_Supplied data_:

[Start of Attachment]

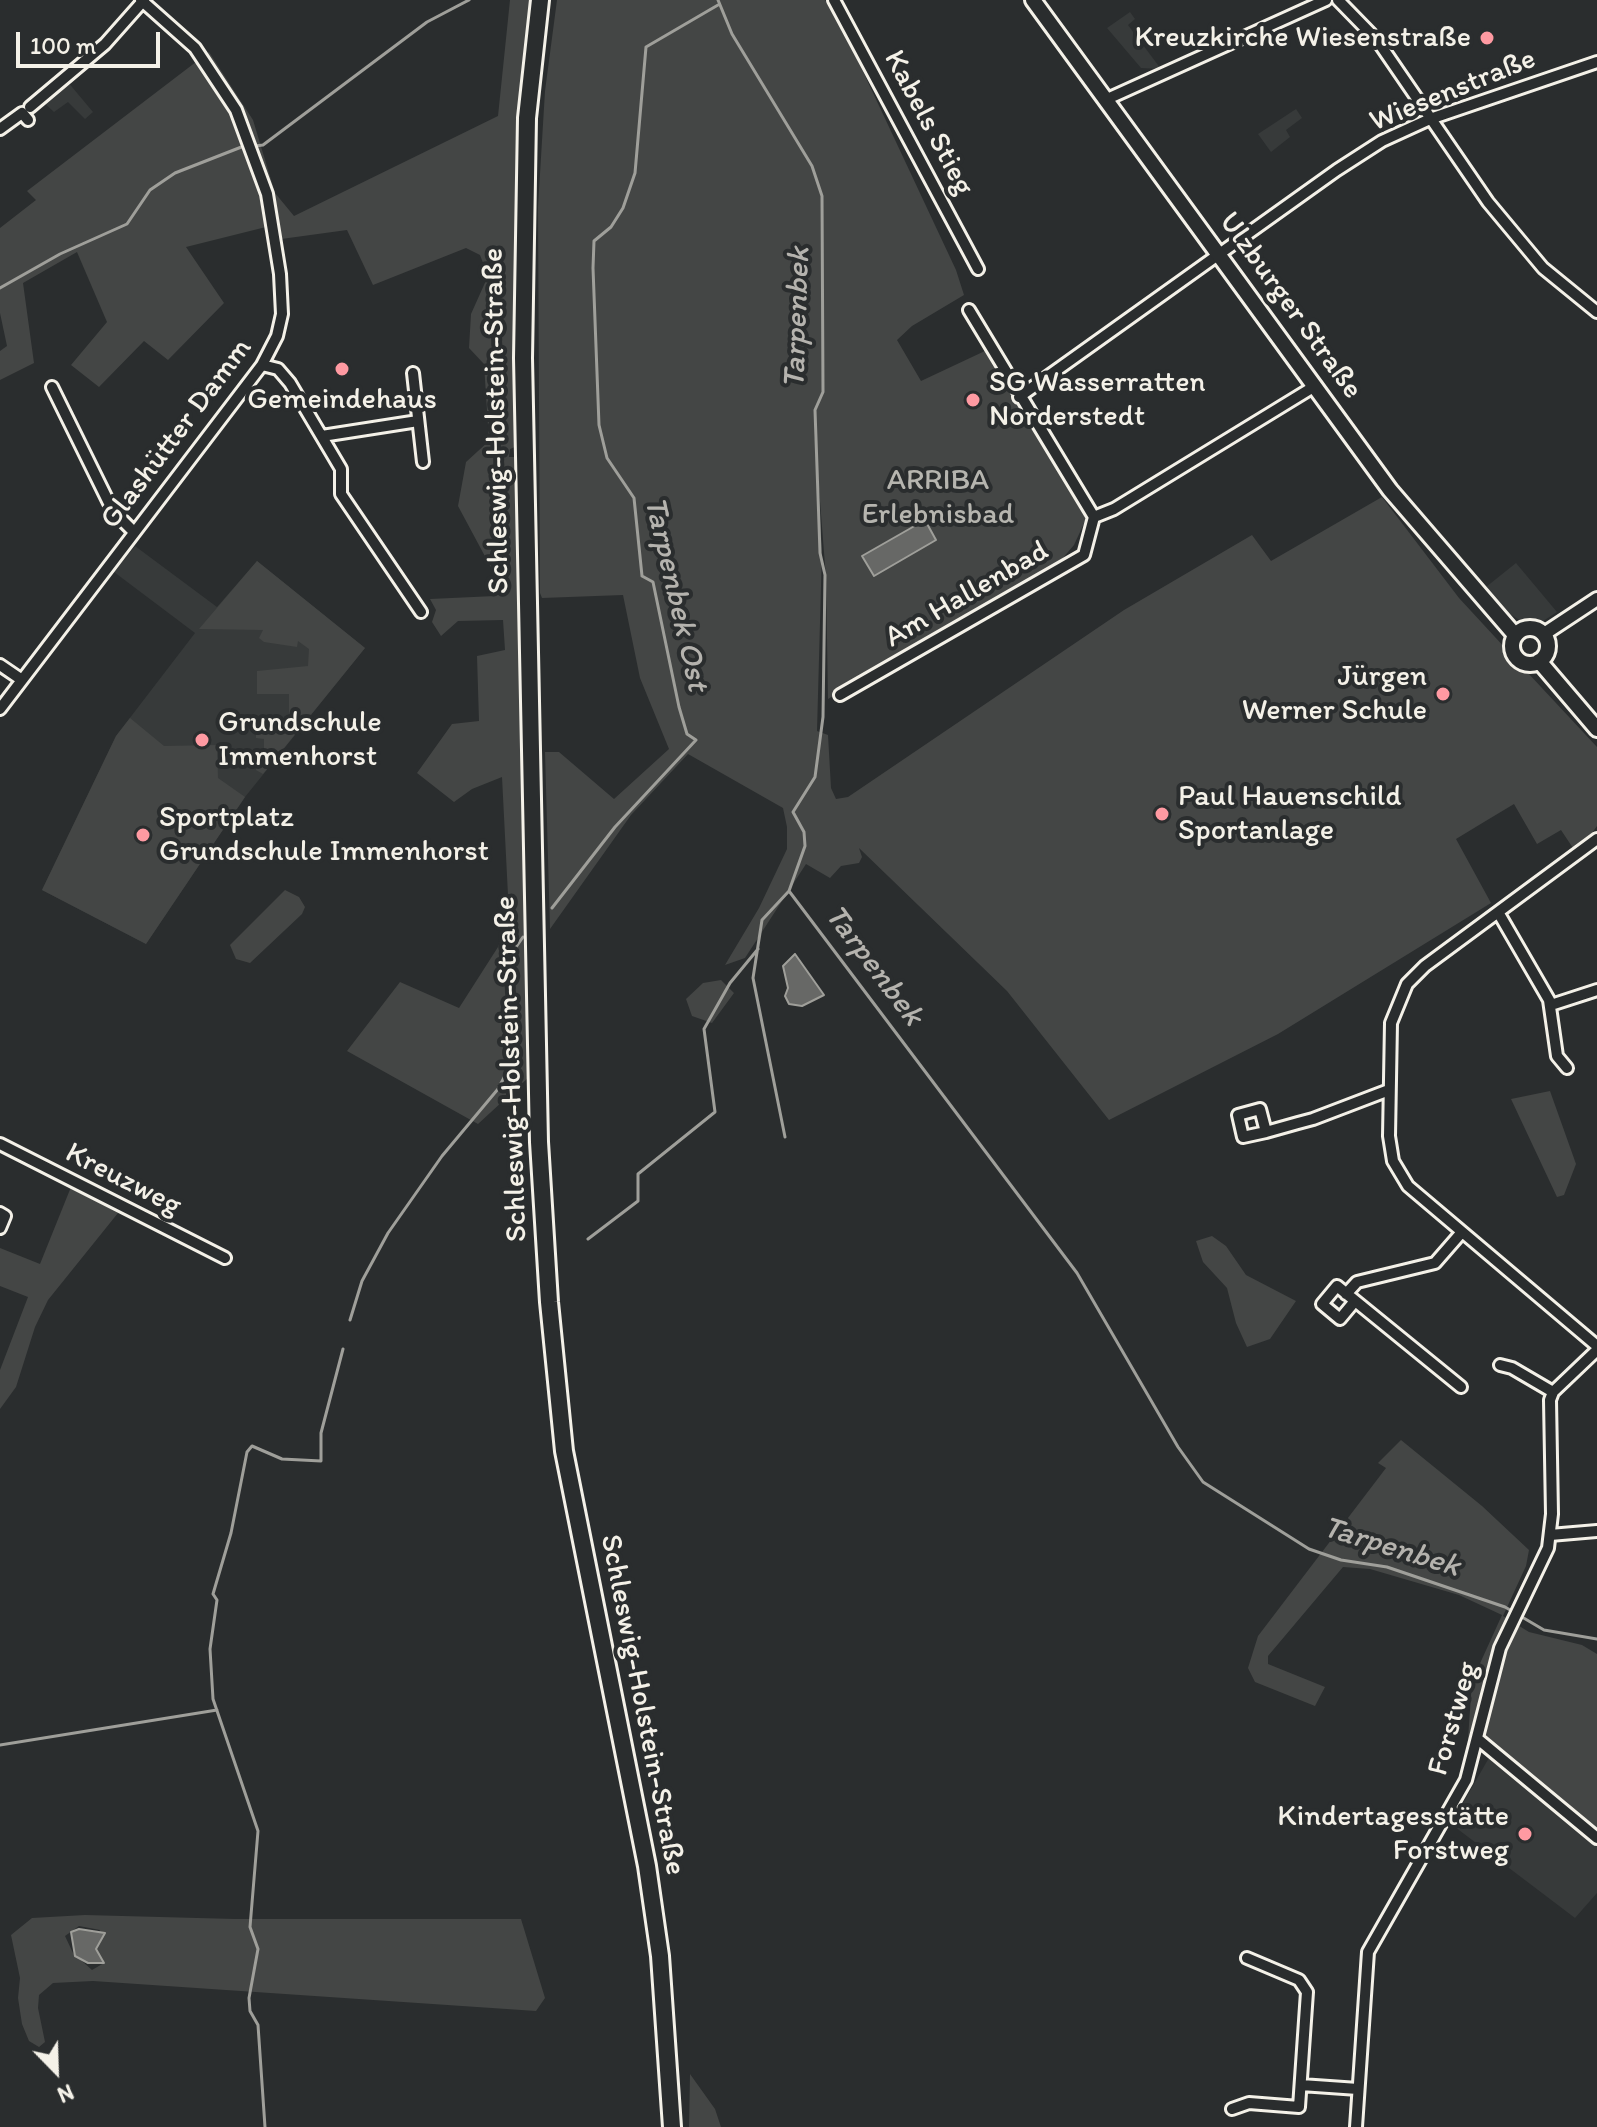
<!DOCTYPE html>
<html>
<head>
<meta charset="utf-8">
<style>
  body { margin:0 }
  #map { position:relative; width:1597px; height:2127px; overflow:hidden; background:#2a2d2e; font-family:Itim,sans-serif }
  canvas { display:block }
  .north { position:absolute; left:16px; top:2031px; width:80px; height:80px; -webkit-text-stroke:6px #2a2d2e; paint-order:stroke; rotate:157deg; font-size:22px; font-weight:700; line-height:32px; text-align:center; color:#f4f1e8 }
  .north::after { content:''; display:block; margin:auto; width:28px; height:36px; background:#f4f1e8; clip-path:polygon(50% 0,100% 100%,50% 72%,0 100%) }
  .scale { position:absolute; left:16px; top:32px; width:144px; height:36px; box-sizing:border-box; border:4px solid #f4f1e8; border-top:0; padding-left:10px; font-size:24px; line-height:28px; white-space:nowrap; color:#f4f1e8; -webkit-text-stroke:6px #2a2d2e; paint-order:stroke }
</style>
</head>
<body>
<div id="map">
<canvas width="1597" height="2127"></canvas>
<div class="north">N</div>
<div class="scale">100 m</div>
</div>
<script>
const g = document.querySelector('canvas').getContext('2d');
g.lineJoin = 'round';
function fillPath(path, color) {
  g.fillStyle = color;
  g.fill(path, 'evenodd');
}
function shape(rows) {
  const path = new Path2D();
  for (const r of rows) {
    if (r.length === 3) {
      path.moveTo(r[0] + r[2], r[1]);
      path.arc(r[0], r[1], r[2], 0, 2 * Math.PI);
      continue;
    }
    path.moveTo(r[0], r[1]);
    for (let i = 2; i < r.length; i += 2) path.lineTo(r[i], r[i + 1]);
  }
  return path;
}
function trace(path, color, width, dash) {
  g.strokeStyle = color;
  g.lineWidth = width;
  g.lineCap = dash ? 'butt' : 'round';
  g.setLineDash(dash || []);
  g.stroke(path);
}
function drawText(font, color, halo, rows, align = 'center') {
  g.font = font + ' Itim,sans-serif';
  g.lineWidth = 8;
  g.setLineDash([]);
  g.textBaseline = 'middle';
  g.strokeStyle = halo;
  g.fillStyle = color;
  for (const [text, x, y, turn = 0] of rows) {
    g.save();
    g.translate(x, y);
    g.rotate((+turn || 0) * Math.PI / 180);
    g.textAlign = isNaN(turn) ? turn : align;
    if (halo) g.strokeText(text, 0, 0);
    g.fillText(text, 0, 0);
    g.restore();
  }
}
const built = shape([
  [1130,12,1135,19,1128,25,1161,69,1141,68,1107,28],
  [67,81,93,112,85,119,68,102,54,112,42,101],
  [1296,109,1302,118,1286,130,1290,137,1271,152,1258,134],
  [135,546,217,607,257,561,365,648,245,797,146,944,42,890,116,736,195,633,114,572],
  [1516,563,1557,612,1540,623,1521,621,1510,614,1486,587],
  [1490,1756,1597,1844,1597,1893,1575,1918,1451,1824]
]);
const green = shape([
  [510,0,533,0,516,133,515,447,510,449,509,457,516,457,530,1056,528,1078,478,1124,347,1051,400,982,459,1008,498,947,509,915,502,777,472,789,454,802,417,773,452,724,479,721,477,656,505,650,503,620,458,621,441,636,432,622,436,610,430,599,495,596,495,575,458,506,466,462,489,441,484,364,469,348,471,314,488,276,480,255,466,248,373,285,347,230,274,240,270,226,186,247,224,303,168,360,144,341,99,387,71,365,107,322,77,252,23,283,34,363,0,380,0,351,7,346,0,313,0,228,36,200,27,191,209,52,253,120,275,193,294,216,498,116],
  [557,0,825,0,844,31,956,270,964,295,912,326,897,340,921,381,987,350,1086,519,1074,545,1056,566,828,699,826,578,814,424,822,550,817,731,828,735,831,788,836,799,848,797,1124,610,1252,535,1271,561,1382,497,1459,598,1507,650,1514,665,1528,673,1597,747,1597,826,1592,833,1573,848,1561,830,1537,844,1514,804,1484,822,1456,839,1491,903,1278,1034,1109,1120,1007,991,859,848,862,857,859,863,841,866,830,878,806,864,745,958,725,965,759,908,787,849,787,827,783,808,688,754,631,815,550,929,545,752,559,752,614,799,669,749,640,678,623,595,542,598,540,593,538,207,545,91],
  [257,561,365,648,263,774,256,770,256,751,264,750,264,739,256,738,256,723,258,717,289,717,289,694,257,694,257,671,308,666,309,649,298,641,297,647,264,642,259,638,263,630,199,629],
  [130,718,164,746,217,745,218,778,245,797,146,944,42,890,116,736],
  [285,890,299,897,305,907,302,914,250,963,236,959,230,945],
  [721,980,734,993,712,1023,692,1016,686,999,703,983],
  [1550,1091,1576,1164,1564,1195,1557,1197,1511,1099],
  [71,1187,118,1213,48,1300,35,1327,16,1387,0,1409,0,1370,28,1297,0,1286,0,1248,40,1264],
  [1212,1236,1226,1246,1246,1275,1296,1301,1270,1339,1247,1347,1236,1323,1227,1288,1203,1262,1196,1241],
  [1401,1440,1482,1506,1529,1550,1526,1566,1503,1616,1529,1632,1582,1645,1597,1654,1597,1844,1468,1739,1472,1681,1502,1615,1459,1595,1370,1569,1343,1567,1268,1656,1268,1664,1325,1687,1315,1706,1255,1682,1248,1668,1258,1636,1386,1468,1378,1463],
  [85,1915,235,1919,521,1919,545,1998,536,2011,93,1981,53,1983,39,1995,38,2008,45,2042,39,2047,29,2041,22,2024,18,1998,20,1978,11,1935,32,1918],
  [79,1926,100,1930,96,1949,104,1963,92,1970,73,1953,65,1936],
  [690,2074,715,2109,721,2127,689,2127]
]);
const water = shape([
  [925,520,936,540,874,576,862,556,925,520],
  [795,954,824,995,802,1006,789,1004,785,996,788,988,783,966,795,954],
  [79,1929,105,1933,96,1949,104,1963,88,1963,75,1956,71,1932,79,1929]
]);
const stream = shape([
  [718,0,732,34,812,166,822,196,823,392,815,410,820,553,825,575,823,717,815,777,793,812,804,832,805,846,789,891,1077,1273,1178,1447,1203,1482,1309,1549,1341,1560,1387,1567,1505,1607,1544,1630,1597,1639],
  [255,146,263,145,427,22,469,0],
  [0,288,60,254,127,224,150,190,175,173,244,146],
  [552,908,615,827,696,740,687,734,679,707,653,582,642,576,634,498,607,458,599,425,593,268,594,241,611,227,623,208,635,173,646,47,718,5],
  [785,1137,753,978,762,920,789,891],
  [588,1239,638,1201,638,1174,715,1112,704,1029,730,983,758,949],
  [350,1320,362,1281,388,1233,442,1156,498,1089,508,1070,510,976,516,947,523,937],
  [0,1745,217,1710],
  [265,2127,258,2025,250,2011,249,1998,258,1949,250,1927,258,1831,213,1699,210,1649,217,1600,213,1594,231,1533,247,1452,252,1446,282,1459,321,1461,321,1433,343,1349]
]);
const minor = shape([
  [834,0,978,269],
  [1338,0,1377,40,1488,202,1543,268,1597,312],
  [1105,100,1326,0],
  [30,107,105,44,144,0],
  [0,129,22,113,28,120],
  [969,310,1094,517,1114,509,1315,386],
  [262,365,278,369,290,383,341,469,341,494,421,612],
  [413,373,423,462],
  [52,387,113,511,133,531],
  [1019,397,1337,170,1382,141,1430,119,1597,62],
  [322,436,418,421],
  [0,665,22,680],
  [840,695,1084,555,1094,517],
  [0,709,262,365,277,336,282,314,280,274,267,194,236,110,195,48,141,0],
  [1597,839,1425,966,1407,984,1391,1023,1389,1136,1393,1161,1408,1186,1597,1346],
  [1498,912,1549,1000,1557,1056,1567,1068],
  [1551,1005,1597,990],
  [1266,1132,1260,1109,1238,1115,1243,1137,1266,1132,1298,1123,1313,1119,1389,1090],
  [0,1144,225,1258],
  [0,1213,5,1216,0,1228],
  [1346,1294,1357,1282,1435,1263,1462,1232],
  [1355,1301,1340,1319,1322,1304,1337,1286,1461,1387],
  [1500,1365,1512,1368,1553,1392],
  [1550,1535,1597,1531],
  [1479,1740,1597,1838],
  [1301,2085,1358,2089],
  [1232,2109,1249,2103,1299,2107,1307,1992,1299,1980,1247,1958],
  [1356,2127,1368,1952,1466,1780,1500,1648,1548,1548,1552,1514,1550,1400,1553,1392,1597,1350]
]);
const tertiary = shape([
  [1544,634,1597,599]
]);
const secondary = shape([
  [1033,0,1390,490,1515,635],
  [1530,646,18],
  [1539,661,1597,729]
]);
const primary = shape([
  [540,0,527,118,523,358,539,1142,549,1302,564,1451,647,1866,660,1956,672,2127]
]);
const markers = [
  [1487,38,8,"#ff9aa2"],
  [342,369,8,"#ff9aa2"],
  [973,400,8,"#ff9aa2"],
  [1443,694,8,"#ff9aa2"],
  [202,740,8,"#ff9aa2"],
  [1162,814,8,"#ff9aa2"],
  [143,835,8,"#ff9aa2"],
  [1525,1834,8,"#ff9aa2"]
];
const poiNames = [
  ["Kreuzkirche Wiesenstraße",1471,38,"right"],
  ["SG Wasserratten",989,383],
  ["Norderstedt",989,417],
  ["Gemeindehaus",342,400,"center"],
  ["Jürgen",1427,677,"right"],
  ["Werner Schule",1427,711,"right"],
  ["Grundschule",218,723],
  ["Immenhorst",218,757],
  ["Paul Hauenschild",1178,797],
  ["Sportanlage",1178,831],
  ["Sportplatz",159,818],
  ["Grundschule Immenhorst",159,852],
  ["Kindertagesstätte",1509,1817,"right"],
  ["Forstweg",1509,1851,"right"]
];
const streetNames = [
  ["Wiesenstraße",1453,91,-22],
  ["Kabels Stieg",928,123,62],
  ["Ulzburger Straße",1290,306,54],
  ["Schleswig-Holstein-Straße",497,421,-91],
  ["Glashütter Damm",177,434,-53],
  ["Am Hallenbad",967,595,-30],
  ["Schleswig-Holstein-Straße",512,1069,-92],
  ["Kreuzweg",123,1180,27],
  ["Schleswig-Holstein-Straße",642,1705,79],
  ["Forstweg",1454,1719,-74]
];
const parkNames = [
  ["ARRIBA",938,481],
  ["Erlebnisbad",938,515]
];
const waterNames = [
  ["Tarpenbek",798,318,-88],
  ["Tarpenbek Ost",675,594,77],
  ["Tarpenbek",873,966,53],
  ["Tarpenbek",1391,1548,17]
];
fillPath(built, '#373a3a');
fillPath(green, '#444645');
fillPath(water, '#676866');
trace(water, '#9f9f9a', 2);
trace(stream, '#9f9f9a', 3);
trace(minor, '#f4f1e8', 16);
trace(tertiary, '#f4f1e8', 18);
trace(secondary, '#f4f1e8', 20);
trace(primary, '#f4f1e8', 22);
trace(minor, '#2a2d2e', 10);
trace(tertiary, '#2a2d2e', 12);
trace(secondary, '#2a2d2e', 14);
trace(primary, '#2a2d2e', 16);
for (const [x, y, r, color] of markers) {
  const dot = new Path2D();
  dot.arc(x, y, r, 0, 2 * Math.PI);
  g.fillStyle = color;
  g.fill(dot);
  trace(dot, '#2a2d2e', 3);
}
drawText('30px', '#f4f1e8', '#2a2d2e', poiNames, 'left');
drawText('30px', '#f4f1e8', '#2a2d2e', streetNames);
drawText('30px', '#b6b5af', '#2a2d2e', parkNames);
drawText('italic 32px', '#b5b3ae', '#2a2d2e', waterNames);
</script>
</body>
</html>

[End of Attachment]

_Assigned task_:
Would you please reproduce verbatim the run of lines that opens the listing and ends with the line holding "position:absolute; left:16px; top:2031px;", and only that run, leaving every picture out?

_Output_:
<!DOCTYPE html>
<html>
<head>
<meta charset="utf-8">
<style>
  body { margin:0 }
  #map { position:relative; width:1597px; height:2127px; overflow:hidden; background:#2a2d2e; font-family:Itim,sans-serif }
  canvas { display:block }
  .north { position:absolute; left:16px; top:2031px; width:80px; height:80px; -webkit-text-stroke:6px #2a2d2e; paint-order:stroke; rotate:157deg; font-size:22px; font-weight:700; line-height:32px; text-align:center; color:#f4f1e8 }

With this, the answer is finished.